EXERCISE AIM:
Beginning at the top of the data below, write out every line exactly until you reach the line with "ctx.font = font", and include that line.

(Saved entries)
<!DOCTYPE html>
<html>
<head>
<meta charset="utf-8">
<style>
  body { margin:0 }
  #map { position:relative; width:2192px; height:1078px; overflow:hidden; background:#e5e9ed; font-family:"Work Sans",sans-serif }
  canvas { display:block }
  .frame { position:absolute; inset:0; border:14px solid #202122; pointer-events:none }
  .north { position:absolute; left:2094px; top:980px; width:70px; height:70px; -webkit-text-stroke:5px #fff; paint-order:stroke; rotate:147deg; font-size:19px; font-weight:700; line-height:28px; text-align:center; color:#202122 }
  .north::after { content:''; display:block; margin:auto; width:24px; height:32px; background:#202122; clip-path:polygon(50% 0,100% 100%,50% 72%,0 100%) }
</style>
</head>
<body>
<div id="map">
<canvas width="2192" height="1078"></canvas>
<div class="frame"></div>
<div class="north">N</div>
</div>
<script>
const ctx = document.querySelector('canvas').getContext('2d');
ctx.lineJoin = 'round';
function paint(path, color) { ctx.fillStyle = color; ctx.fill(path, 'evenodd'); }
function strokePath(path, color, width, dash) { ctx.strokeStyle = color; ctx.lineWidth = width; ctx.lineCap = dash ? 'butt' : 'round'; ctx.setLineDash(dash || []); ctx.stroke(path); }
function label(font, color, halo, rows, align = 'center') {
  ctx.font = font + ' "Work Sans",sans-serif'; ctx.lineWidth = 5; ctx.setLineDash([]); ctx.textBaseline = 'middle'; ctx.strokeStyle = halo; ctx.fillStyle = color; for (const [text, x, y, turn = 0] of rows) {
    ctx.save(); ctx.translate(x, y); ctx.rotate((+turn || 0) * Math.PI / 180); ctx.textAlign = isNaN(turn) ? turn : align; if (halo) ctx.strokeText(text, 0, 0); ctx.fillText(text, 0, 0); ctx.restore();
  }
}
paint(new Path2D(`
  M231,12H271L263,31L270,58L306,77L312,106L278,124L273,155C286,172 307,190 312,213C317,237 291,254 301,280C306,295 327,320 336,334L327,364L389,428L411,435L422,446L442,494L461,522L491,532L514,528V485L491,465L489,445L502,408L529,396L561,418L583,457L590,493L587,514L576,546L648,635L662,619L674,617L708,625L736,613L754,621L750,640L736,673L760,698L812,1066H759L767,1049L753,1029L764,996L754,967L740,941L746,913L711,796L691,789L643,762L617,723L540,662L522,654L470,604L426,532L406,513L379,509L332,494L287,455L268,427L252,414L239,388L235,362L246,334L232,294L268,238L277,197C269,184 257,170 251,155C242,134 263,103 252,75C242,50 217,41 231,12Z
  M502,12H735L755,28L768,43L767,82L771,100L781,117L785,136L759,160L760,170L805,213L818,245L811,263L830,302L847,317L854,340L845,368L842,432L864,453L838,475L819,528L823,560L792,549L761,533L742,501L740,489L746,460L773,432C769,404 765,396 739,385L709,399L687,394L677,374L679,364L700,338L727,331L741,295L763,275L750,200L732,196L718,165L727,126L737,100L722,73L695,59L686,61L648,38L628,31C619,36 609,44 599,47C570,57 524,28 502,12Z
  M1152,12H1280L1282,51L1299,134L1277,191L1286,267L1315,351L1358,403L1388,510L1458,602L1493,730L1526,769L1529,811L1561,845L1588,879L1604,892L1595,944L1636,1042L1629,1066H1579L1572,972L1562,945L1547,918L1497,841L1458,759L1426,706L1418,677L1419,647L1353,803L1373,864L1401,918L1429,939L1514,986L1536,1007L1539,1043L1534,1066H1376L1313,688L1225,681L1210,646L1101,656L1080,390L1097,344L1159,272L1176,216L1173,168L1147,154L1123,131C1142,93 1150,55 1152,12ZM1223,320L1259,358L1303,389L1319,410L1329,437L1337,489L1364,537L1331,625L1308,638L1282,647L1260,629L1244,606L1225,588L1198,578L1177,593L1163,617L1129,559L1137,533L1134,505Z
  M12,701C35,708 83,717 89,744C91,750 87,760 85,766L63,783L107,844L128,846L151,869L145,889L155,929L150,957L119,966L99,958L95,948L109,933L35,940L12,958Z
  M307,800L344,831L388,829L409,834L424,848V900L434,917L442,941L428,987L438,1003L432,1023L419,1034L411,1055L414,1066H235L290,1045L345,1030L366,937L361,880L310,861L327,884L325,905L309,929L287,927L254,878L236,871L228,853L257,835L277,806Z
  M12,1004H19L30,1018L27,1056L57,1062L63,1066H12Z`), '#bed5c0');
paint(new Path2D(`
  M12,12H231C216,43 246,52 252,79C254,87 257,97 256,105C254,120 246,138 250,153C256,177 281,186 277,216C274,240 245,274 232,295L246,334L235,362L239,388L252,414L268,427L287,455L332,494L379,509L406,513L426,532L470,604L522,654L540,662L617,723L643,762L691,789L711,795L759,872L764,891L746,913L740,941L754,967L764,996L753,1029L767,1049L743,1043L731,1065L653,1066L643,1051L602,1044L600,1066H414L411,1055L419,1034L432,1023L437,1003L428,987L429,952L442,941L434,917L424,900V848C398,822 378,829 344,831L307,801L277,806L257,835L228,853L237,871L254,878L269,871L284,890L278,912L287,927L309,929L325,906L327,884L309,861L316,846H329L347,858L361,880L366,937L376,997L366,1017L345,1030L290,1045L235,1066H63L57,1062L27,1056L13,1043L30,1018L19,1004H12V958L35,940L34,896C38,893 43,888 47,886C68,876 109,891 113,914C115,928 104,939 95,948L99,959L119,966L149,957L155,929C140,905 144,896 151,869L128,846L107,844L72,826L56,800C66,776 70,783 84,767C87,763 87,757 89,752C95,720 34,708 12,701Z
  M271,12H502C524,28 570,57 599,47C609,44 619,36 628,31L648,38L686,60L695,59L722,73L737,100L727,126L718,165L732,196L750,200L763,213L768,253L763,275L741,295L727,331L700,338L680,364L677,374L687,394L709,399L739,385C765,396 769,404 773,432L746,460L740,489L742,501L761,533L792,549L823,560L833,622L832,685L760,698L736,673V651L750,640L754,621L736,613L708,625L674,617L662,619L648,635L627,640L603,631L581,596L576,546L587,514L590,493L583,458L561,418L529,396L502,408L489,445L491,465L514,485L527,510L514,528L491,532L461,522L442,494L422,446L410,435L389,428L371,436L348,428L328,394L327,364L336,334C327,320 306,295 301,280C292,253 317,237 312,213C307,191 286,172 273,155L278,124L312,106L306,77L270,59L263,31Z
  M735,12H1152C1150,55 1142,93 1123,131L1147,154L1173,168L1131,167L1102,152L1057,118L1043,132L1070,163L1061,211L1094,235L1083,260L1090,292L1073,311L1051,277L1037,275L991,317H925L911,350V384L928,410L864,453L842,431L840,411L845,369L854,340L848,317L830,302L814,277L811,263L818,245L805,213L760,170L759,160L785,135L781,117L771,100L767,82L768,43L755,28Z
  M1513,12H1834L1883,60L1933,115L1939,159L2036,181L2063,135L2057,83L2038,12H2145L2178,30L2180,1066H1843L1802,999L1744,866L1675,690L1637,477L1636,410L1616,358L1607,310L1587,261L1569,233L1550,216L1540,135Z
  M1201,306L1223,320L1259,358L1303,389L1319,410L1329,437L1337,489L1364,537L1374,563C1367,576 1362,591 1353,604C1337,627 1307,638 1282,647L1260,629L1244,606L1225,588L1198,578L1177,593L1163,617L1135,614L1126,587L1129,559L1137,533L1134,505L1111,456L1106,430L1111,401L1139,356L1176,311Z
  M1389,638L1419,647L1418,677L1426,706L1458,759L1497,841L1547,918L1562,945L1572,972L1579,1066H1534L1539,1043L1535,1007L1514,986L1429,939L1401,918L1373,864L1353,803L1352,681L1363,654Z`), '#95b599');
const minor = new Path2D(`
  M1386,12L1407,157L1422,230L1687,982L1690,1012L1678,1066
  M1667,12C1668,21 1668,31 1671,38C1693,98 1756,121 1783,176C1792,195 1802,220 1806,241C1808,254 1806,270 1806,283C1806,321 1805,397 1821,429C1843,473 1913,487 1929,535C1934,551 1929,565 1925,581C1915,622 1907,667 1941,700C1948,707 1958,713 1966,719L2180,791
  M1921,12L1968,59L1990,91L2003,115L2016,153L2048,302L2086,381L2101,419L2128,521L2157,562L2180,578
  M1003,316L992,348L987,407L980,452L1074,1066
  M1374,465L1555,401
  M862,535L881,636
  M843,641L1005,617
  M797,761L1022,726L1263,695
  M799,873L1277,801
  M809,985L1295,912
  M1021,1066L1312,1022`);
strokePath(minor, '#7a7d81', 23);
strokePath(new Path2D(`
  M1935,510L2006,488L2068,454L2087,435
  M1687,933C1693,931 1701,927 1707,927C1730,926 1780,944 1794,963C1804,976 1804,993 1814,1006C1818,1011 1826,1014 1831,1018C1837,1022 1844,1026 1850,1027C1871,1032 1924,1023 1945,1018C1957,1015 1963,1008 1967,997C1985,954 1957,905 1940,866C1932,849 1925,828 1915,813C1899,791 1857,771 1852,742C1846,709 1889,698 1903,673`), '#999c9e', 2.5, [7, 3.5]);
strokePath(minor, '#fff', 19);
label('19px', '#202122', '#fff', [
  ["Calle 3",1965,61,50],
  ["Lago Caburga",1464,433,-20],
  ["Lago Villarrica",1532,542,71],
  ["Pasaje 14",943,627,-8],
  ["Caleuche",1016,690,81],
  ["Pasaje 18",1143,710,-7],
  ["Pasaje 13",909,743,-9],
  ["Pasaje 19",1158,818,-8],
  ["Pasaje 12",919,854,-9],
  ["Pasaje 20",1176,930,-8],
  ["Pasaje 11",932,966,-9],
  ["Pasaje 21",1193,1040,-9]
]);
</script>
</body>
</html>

SOLUTION:
<!DOCTYPE html>
<html>
<head>
<meta charset="utf-8">
<style>
  body { margin:0 }
  #map { position:relative; width:2192px; height:1078px; overflow:hidden; background:#e5e9ed; font-family:"Work Sans",sans-serif }
  canvas { display:block }
  .frame { position:absolute; inset:0; border:14px solid #202122; pointer-events:none }
  .north { position:absolute; left:2094px; top:980px; width:70px; height:70px; -webkit-text-stroke:5px #fff; paint-order:stroke; rotate:147deg; font-size:19px; font-weight:700; line-height:28px; text-align:center; color:#202122 }
  .north::after { content:''; display:block; margin:auto; width:24px; height:32px; background:#202122; clip-path:polygon(50% 0,100% 100%,50% 72%,0 100%) }
</style>
</head>
<body>
<div id="map">
<canvas width="2192" height="1078"></canvas>
<div class="frame"></div>
<div class="north">N</div>
</div>
<script>
const ctx = document.querySelector('canvas').getContext('2d');
ctx.lineJoin = 'round';
function paint(path, color) { ctx.fillStyle = color; ctx.fill(path, 'evenodd'); }
function strokePath(path, color, width, dash) { ctx.strokeStyle = color; ctx.lineWidth = width; ctx.lineCap = dash ? 'butt' : 'round'; ctx.setLineDash(dash || []); ctx.stroke(path); }
function label(font, color, halo, rows, align = 'center') {
  ctx.font = font + ' "Work Sans",sans-serif'; ctx.lineWidth = 5; ctx.setLineDash([]); ctx.textBaseline = 'middle'; ctx.strokeStyle = halo; ctx.fillStyle = color; for (const [text, x, y, turn = 0] of rows) {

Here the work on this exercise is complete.